Лаврушин схватил английский научный журнал по физике и упал на диван. Но Мозг упорно нарывался на дискуссию.
- Серый ты, Лаврушин, человек. Газет не читаешь. Телевизор не смотришь.
- Отстань.
- И грубый, - призматические линзы сфокусировались на хозяине квартиры.
- Отвали.
- И с таким я вынужден делить кров.
- Вот разберу на микросхемы…
Мозг возмущённо замигал лампами и умолк.
В принципе, Лаврушин понимал, что в мире нет ничего подобного, что возможности этого набора деталей, утащенных с работы или найденных на свалке - это нечто уникальное и неповторимое, ни в какое сравнение не идущее ни с одним образцом компьютерной техники. И это пугало. Лаврушин сам не понимал, что создал. Он вообще редко отдавал ясный отчёт тому, что же у него получалось. Увлекаясь новым проектом, он впадал в какое-то "иновиденье", выходил за пределы нашего измерения. Как он сам говорил интуичил, творил наугад вещи, которые никто не повторит никогда, в том числе и он сам. Порой ему казалось, что Мозг вовсе и не машина. Что в него вселилась чья-то неприкаянная душа. Но в подобные мысли ему углубляться не хотелось - становилось как то не по себе.

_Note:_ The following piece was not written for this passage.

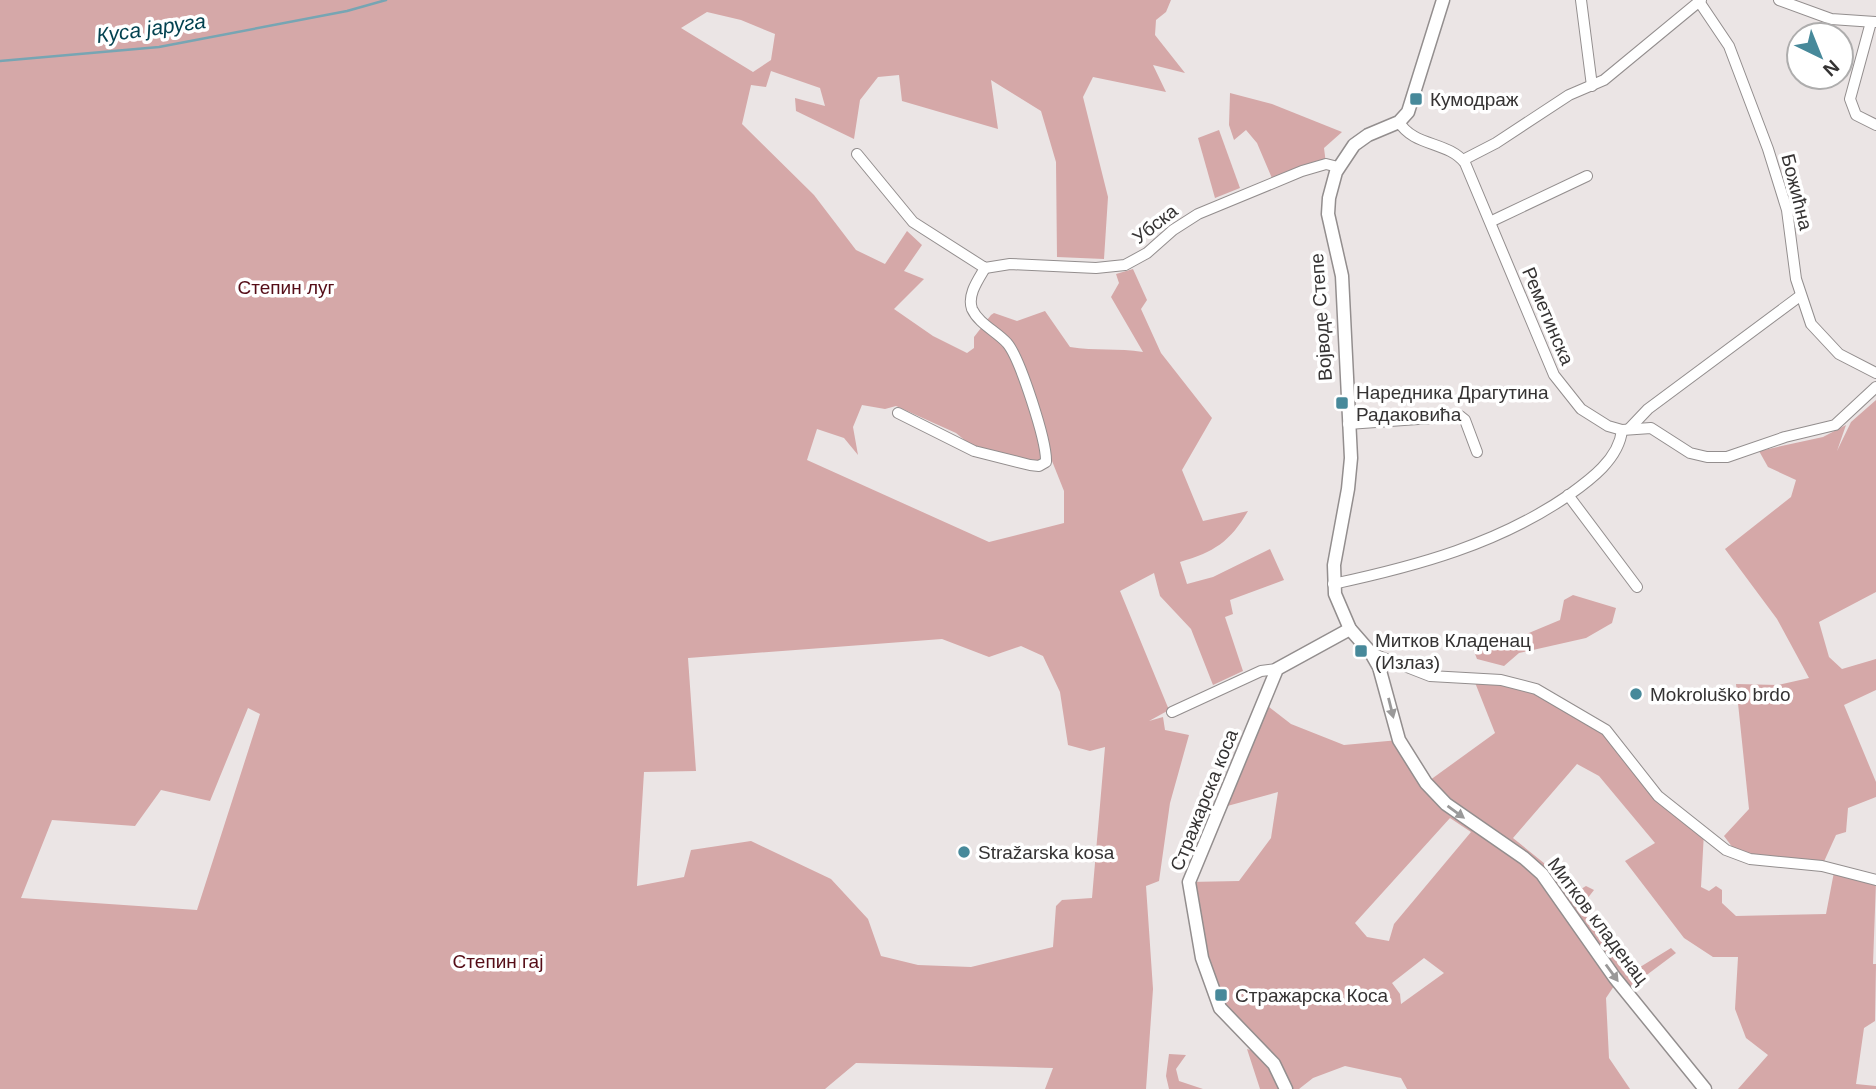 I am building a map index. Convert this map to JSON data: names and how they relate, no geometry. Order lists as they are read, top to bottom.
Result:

- А это ещё кто? - прервал обидчивое молчание Мозг. Его линзы сфокусировались на чём-то за спиной хозяина квартиры.
- Ну, Лаврушин, ты даёшь. Всегда гостей полон дом. Корми, пои их. А стабилизатор мне сменить не можешь. Денег нет!
Лаврушин повернул голову и замер.
* * *
Лаврушин имел ещё один талант - на грани гениальности. Он был историком. Но не в общепринятом, а в булгаковском понимании этого слова (см. роман Булгакова "Мастер и Маргарита"). Он постоянно вляпывался в невероятные, порой неприятные, изредка опасные истории. И сейчас, обернувшись, он понял, что опять вляпался во что-то.
В дверях комнаты стоял незнакомец. Рост - средний. Лицо - худое, усталое, печальное. Возраст - лет тридцать пять-сорок. Одет - в серый, из дорогих, костюм, синий, из версачевских, галстук, крокодиловые, из супердорогих, туфли. Запонки - с бриллиантами, ей Богу. В бриллиантах Лаврушин разбирался, приходилось иметь с ними дело при работе над одной темой, так что влёт отличал их от любого камня.
- Не привык к этой одежде, - виновато произнёс незнакомец, поправляя галстук и слегка ослабляя его.
- А что, дверь не закрыта? - спросил Лаврушин, у которого сердце от неожиданности сжалось в холодный комок, а потом бешено забарабанило.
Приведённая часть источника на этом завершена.